Tell how many lines in the data contain the string "pixel", using a single number as the whole reply.

━━ Extracted entries

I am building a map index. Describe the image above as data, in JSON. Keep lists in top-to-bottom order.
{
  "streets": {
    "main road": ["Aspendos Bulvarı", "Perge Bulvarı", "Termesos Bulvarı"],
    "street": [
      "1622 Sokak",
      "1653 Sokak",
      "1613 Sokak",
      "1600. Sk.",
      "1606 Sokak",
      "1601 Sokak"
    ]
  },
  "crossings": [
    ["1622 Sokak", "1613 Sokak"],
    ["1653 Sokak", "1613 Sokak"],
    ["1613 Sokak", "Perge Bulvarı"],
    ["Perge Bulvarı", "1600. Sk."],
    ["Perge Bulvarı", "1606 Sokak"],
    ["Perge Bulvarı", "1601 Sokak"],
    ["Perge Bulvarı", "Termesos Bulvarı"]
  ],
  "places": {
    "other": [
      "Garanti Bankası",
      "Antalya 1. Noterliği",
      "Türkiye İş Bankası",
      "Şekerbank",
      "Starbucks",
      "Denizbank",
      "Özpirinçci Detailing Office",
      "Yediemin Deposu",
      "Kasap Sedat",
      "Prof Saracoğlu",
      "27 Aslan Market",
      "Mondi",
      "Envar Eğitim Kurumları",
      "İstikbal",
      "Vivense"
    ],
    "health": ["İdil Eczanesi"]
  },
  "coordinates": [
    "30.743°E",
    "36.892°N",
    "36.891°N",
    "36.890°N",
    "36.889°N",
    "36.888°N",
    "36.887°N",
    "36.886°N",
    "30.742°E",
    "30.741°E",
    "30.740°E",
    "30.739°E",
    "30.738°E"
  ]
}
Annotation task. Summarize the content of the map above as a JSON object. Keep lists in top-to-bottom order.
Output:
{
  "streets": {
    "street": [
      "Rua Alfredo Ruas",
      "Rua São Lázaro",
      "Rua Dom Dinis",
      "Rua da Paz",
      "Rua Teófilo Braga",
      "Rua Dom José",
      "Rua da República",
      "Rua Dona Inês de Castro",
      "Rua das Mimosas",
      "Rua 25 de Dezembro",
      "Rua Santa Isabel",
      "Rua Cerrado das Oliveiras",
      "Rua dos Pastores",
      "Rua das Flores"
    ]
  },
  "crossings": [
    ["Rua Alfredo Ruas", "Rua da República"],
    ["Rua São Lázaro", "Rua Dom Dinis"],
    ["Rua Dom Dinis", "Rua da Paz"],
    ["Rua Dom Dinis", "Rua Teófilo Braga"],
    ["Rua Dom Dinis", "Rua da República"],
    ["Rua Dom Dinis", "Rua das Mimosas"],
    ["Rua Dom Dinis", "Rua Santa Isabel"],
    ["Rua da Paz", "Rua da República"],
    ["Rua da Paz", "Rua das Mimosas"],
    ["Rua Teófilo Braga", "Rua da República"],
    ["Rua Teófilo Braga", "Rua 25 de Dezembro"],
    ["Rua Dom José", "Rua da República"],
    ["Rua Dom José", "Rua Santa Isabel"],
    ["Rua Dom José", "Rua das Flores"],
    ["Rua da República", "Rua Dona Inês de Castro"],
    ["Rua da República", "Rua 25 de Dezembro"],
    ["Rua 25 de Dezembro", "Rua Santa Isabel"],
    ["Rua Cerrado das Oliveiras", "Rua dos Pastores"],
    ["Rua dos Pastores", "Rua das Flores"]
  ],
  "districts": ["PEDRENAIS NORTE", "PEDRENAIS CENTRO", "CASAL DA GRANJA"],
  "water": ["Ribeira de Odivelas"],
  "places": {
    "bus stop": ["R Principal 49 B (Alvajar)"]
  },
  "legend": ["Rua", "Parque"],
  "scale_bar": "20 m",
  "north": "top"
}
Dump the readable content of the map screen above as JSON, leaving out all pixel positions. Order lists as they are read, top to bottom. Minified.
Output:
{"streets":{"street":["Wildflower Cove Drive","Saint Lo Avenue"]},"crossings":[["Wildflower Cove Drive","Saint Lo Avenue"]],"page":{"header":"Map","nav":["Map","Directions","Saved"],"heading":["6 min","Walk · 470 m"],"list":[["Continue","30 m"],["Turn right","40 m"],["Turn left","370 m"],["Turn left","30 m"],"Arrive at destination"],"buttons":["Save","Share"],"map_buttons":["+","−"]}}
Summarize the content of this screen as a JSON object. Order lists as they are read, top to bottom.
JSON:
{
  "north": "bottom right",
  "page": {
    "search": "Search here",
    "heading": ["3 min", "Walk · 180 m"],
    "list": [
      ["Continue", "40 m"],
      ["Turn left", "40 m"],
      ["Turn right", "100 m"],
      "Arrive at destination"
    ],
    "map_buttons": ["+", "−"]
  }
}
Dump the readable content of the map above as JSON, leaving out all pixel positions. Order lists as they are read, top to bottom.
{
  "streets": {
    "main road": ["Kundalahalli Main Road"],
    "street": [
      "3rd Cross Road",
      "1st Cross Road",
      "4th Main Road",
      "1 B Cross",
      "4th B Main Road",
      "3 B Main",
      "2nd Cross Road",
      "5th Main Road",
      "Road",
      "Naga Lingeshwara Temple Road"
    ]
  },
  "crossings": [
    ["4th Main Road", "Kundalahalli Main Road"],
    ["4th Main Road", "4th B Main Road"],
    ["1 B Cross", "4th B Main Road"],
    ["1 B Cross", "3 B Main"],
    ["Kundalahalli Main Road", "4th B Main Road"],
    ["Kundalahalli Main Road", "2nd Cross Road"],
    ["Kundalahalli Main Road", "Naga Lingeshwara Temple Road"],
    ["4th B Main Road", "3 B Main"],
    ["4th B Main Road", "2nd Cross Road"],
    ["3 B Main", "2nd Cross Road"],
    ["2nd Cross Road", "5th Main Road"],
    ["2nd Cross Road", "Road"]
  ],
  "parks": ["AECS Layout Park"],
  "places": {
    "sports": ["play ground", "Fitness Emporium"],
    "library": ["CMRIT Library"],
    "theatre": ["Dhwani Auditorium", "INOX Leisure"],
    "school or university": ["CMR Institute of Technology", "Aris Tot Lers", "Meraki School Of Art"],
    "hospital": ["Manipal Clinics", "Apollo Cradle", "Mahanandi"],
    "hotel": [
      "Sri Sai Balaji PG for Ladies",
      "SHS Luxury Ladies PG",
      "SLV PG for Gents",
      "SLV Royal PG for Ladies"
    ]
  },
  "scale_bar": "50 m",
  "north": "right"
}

━━━━

■ Result of this task ■
2